# [DATA EXTRACTS]
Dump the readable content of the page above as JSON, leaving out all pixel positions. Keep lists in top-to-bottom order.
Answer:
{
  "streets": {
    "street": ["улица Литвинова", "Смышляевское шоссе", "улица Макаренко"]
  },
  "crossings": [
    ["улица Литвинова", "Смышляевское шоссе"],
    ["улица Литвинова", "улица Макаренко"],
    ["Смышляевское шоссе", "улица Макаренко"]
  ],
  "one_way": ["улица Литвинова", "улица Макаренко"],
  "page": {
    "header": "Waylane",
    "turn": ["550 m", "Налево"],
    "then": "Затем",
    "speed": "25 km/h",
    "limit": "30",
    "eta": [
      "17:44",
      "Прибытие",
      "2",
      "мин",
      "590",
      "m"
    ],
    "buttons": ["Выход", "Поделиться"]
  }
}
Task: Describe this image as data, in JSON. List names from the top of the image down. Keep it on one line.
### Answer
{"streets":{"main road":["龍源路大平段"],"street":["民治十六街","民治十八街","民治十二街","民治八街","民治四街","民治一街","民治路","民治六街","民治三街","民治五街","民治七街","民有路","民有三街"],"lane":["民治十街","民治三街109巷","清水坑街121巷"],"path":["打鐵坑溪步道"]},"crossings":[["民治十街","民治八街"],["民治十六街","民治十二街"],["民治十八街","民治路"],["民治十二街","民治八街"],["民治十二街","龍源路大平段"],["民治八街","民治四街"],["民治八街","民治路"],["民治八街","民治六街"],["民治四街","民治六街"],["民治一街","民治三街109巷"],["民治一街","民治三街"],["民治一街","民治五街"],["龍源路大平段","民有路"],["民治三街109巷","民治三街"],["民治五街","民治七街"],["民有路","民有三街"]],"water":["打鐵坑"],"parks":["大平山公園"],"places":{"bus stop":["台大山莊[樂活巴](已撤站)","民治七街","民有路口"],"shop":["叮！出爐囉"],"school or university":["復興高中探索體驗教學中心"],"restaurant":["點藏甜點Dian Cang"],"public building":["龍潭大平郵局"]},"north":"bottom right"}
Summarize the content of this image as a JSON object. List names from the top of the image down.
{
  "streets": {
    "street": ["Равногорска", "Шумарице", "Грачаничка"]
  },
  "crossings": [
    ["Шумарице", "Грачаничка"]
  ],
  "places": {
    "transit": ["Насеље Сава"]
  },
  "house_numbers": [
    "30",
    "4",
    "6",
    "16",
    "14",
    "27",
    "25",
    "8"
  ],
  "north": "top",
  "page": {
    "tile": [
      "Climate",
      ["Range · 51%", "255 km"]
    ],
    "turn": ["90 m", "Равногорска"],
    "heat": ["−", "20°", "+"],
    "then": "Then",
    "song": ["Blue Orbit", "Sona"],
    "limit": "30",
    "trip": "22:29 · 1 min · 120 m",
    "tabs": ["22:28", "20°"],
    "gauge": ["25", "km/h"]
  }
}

# [REQUIRED WORK]
Tally the lines of the material in which the word "turn" appears. Output the count alone.

# [THE COMPLETED TASK]
2